We want to find the depth below the onion to cut towards in order to minimize the **variance** of the volume of each onion slice.

---
# Mathematical Set Up

The **variance**, $\sigma^2$, of a set of $n$ numbers $S=\{x_1,x_2,\ldots,x_n\}$ whose average value is $\overline{x}$ is
$$
\sigma^2=\frac{1}{N} \sum_{i=1}^{N} (x_i-\overline{x})^2.
$$
That is, the variance is the average of the square deviations from the mean (this will be important later).

---

# Simplifying the Problem

![w:500px bg right:50%](Onion_0.png)

For simplicity, consider a two-dimensional onion.

---

# Simplifying the Problem

![w:500px bg right:50%](Onion_1.png)

Insight: The depth to which you have to aim your knife for radial cuts depends on the number of layers.

---

# Simplifying the Problem

![w:500px bg right:50%](Onion_2.png)

So, we might as well consider the limiting case as the number of layers approaches infinity.

---

# Simplifying the Problem

![w:500px bg right:50%](Onion_3.png)

So, we might as well consider the limiting case as the number of layers approaches infinity.

---

# Simplifying the Problem

![w:500px bg right:50%](Onion_3.png)

Similarly, the number of cuts being made has an effect on the answer. So, for simplicity, we can think of making infinitely many cuts as well.

---

# Live Mathematics

![w:600px](discord_1.png)
![w:600px](discord_2.png)

---

# Inspiration: The Jacobian!

![w:500px bg right:50%](Onion.png)

Rectangular $\rightarrow$ Polar:
$$
\begin{align}
x & = r \cos(\theta) \\
y & = r \sin(\theta)
\end{align}
$$
$$
\begin{align}
J(r,\theta)  & = \frac{\partial x}{\partial r} \frac{\partial y}{\partial \theta} - \frac{\partial x}{\partial \theta} \frac{\partial y}{\partial r} \\
& = r \cos^2(\theta) + r \sin^2(\theta) \\
& = r
\end{align}
$$

---

# Inspiration: The Jacobian!

![w:500px bg right:50%](Onion.png)
Problem: With infinitely many layers and cuts, the area of each piece of onion is zero.
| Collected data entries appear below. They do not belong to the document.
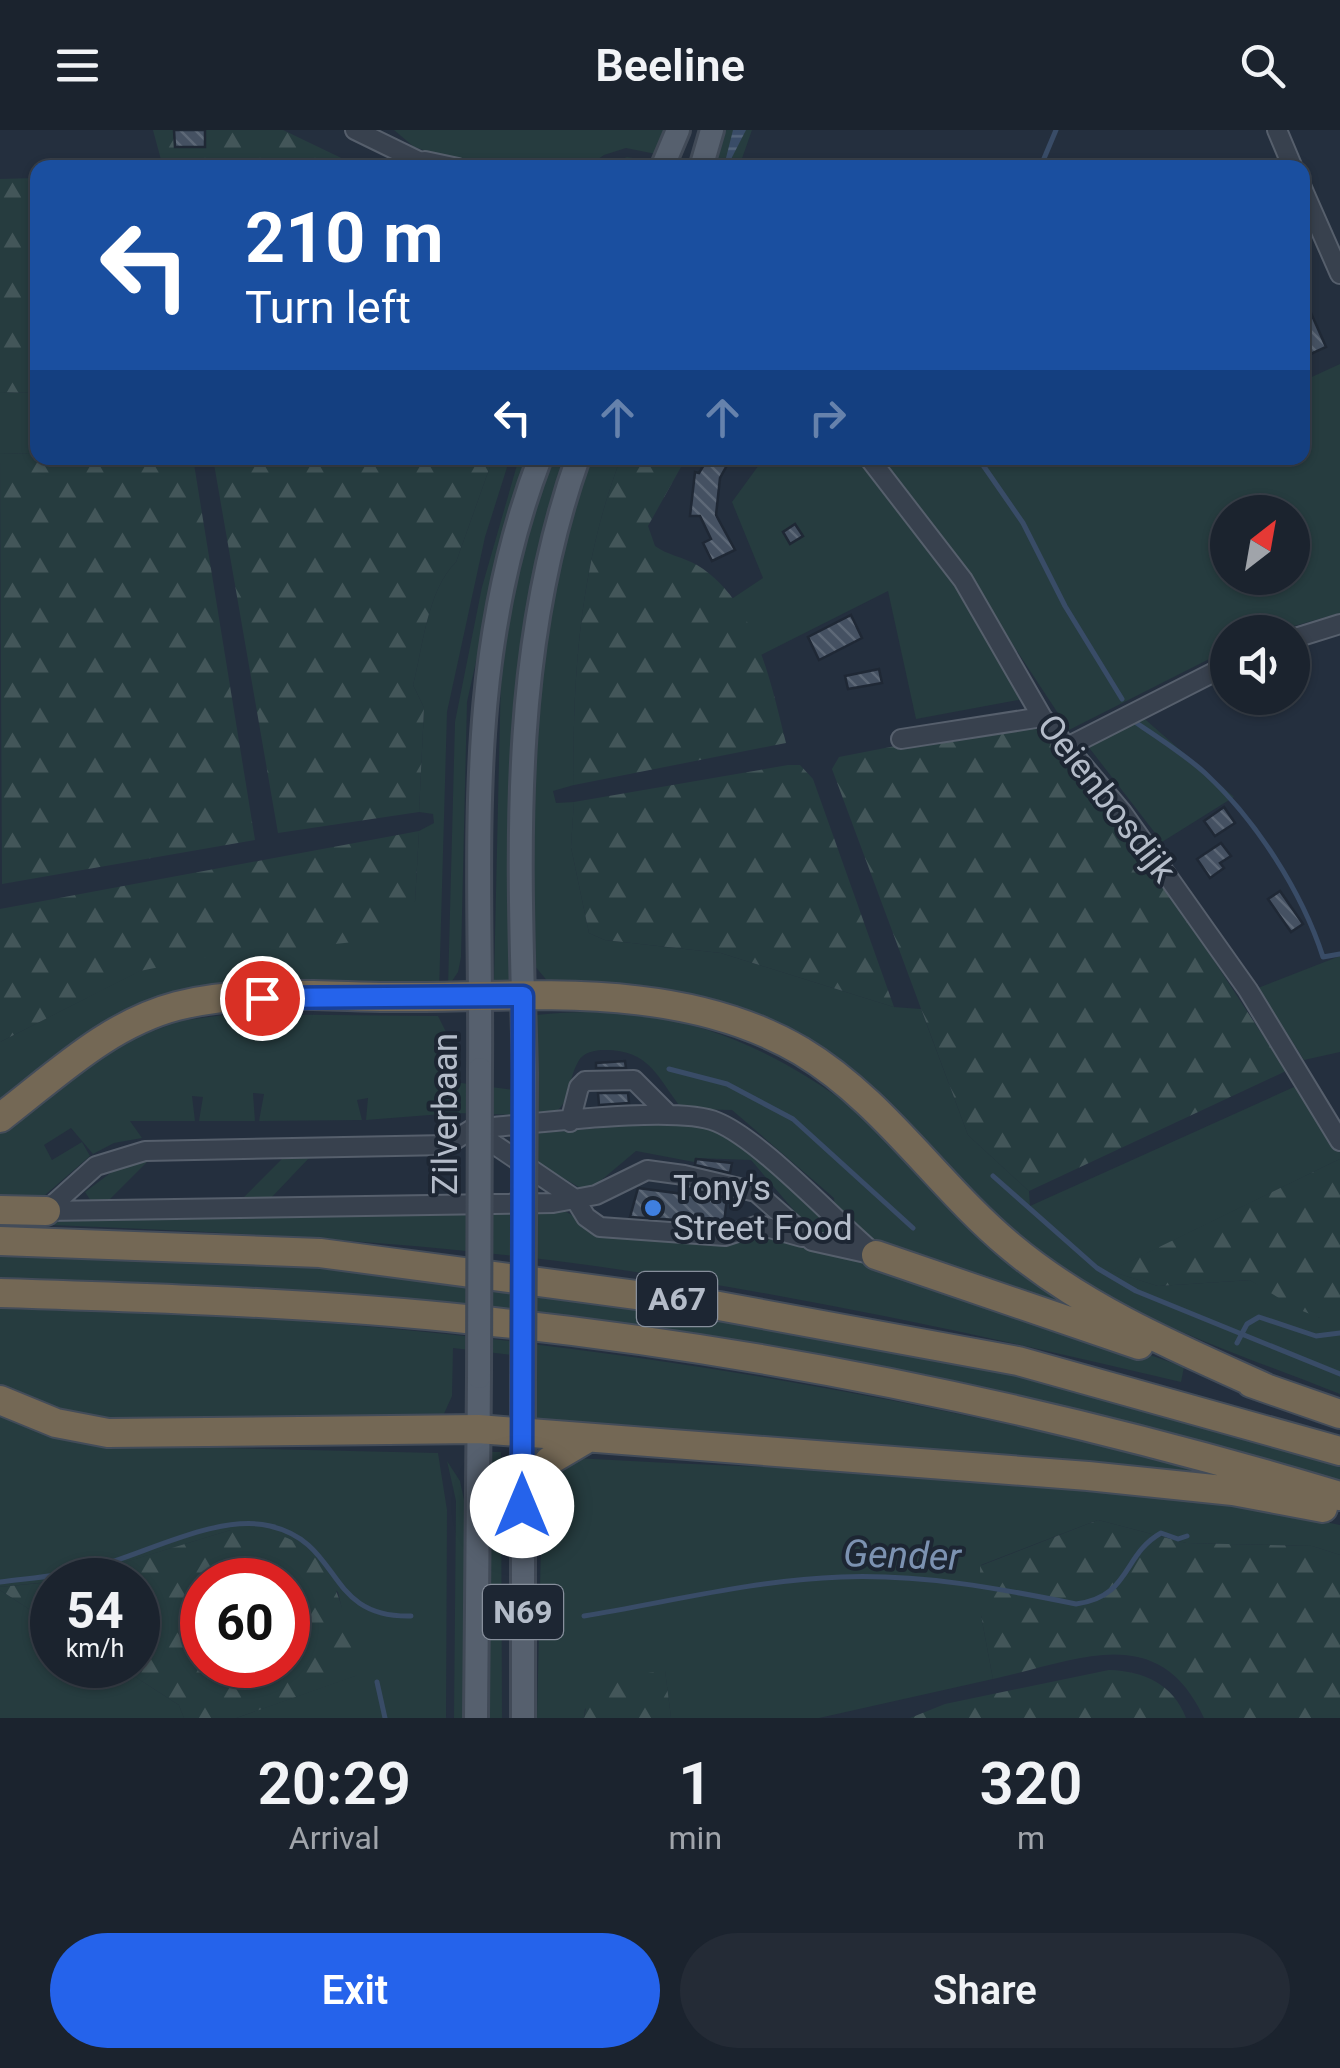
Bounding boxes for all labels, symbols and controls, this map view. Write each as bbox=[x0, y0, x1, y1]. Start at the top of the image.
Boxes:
icon: menu bbox=[50, 38, 105, 93]
icon: search bbox=[1235, 38, 1290, 93]
text: Beeline bbox=[595, 39, 745, 92]
text: 210 m bbox=[245, 197, 444, 279]
icon: left bbox=[80, 200, 210, 330]
text: Turn left bbox=[245, 281, 411, 334]
icon: left bbox=[485, 390, 540, 445]
icon: ahead bbox=[590, 390, 645, 445]
icon: ahead bbox=[695, 390, 750, 445]
icon: right bbox=[800, 390, 855, 445]
north arrow bbox=[1210, 495, 1310, 595]
map controls bbox=[1210, 495, 1310, 715]
button: sound bbox=[1210, 615, 1310, 715]
street label: Oeienbosdijk bbox=[1029, 706, 1185, 890]
pin bbox=[220, 956, 305, 1041]
icon: arrive bbox=[235, 971, 290, 1026]
street label: Zilverbaan bbox=[425, 1033, 466, 1195]
place label: Tony's Street Food bbox=[673, 1168, 853, 1249]
marker: Tony's Street Food bbox=[642, 1197, 664, 1219]
road number: A67 bbox=[637, 1272, 717, 1326]
position arrow bbox=[470, 1454, 574, 1558]
water label: Gender bbox=[842, 1531, 963, 1579]
speed limit sign: 60 bbox=[180, 1558, 310, 1688]
text: 54 bbox=[66, 1582, 124, 1640]
road number: N69 bbox=[483, 1585, 563, 1639]
text: km/h bbox=[66, 1634, 124, 1663]
text: 20:29 bbox=[258, 1748, 411, 1819]
text: 1 bbox=[678, 1748, 712, 1819]
text: 320 bbox=[980, 1748, 1082, 1819]
text: Arrival bbox=[289, 1819, 380, 1857]
text: min bbox=[669, 1819, 722, 1857]
text: m bbox=[1017, 1819, 1045, 1857]
button: Exit bbox=[50, 1933, 660, 2048]
button: Share bbox=[680, 1933, 1290, 2048]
So, it is hard to measure variance.

---

# Inspiration: The Jacobian!

![w:500px bg right:50%](Onion.png)

Solution: Recognize that the Jacobian $J(r,\theta)=r$ gives a measure of how big the infinitely small pieces are relative to each other. So, we can use the average value of the function $J(r,\theta)=r$ as a stand-in for the average area.

---

# Average of a Function

Fact from Integral Calculus: the average value, $\overline{f}$, of a function $f$ over a region $\Omega$ is
$$
\overline{f} = \frac{\int_{\Omega} f \; dV}{\int_{\Omega} 1 \; dV}.
$$

Here, over a quarter onion of radius 1, the average "relative area", $\overline{A}$, is given by (any guesses?)

---

# Average of a Function

$$
\overline{A} = \frac{\int_{0}^{\pi/2} \int_{0}^{1} r \; dr \; d \theta}{\int_{0}^{\pi/2} \int_{0}^{1} 1 \; dr \; d \theta} = \frac{1}{2}
$$

---

# Variance of a Function

To generalize the variance we saw earlier, we recall the variance is the average of the square deviations from the mean! So, the variance of our relative area is
$$
\sigma^2 = \frac{\int_{0}^{\pi/2} \int_{0}^{1} (r-\overline{A})^2 \; dr \; d \theta}{\int_{0}^{\pi/2} \int_{0}^{1} 1 \; dr \; d \theta} = \frac{\int_{0}^{\pi/2} \int_{0}^{1} (r-1/2)^2 \; dr \; d \theta}{\int_{0}^{\pi/2} \int_{0}^{1} 1 \; dr \; d \theta}=\frac{1}{12}
$$

---

# Rest and Reflect

* All of this is great, but it doesn't answer the question! 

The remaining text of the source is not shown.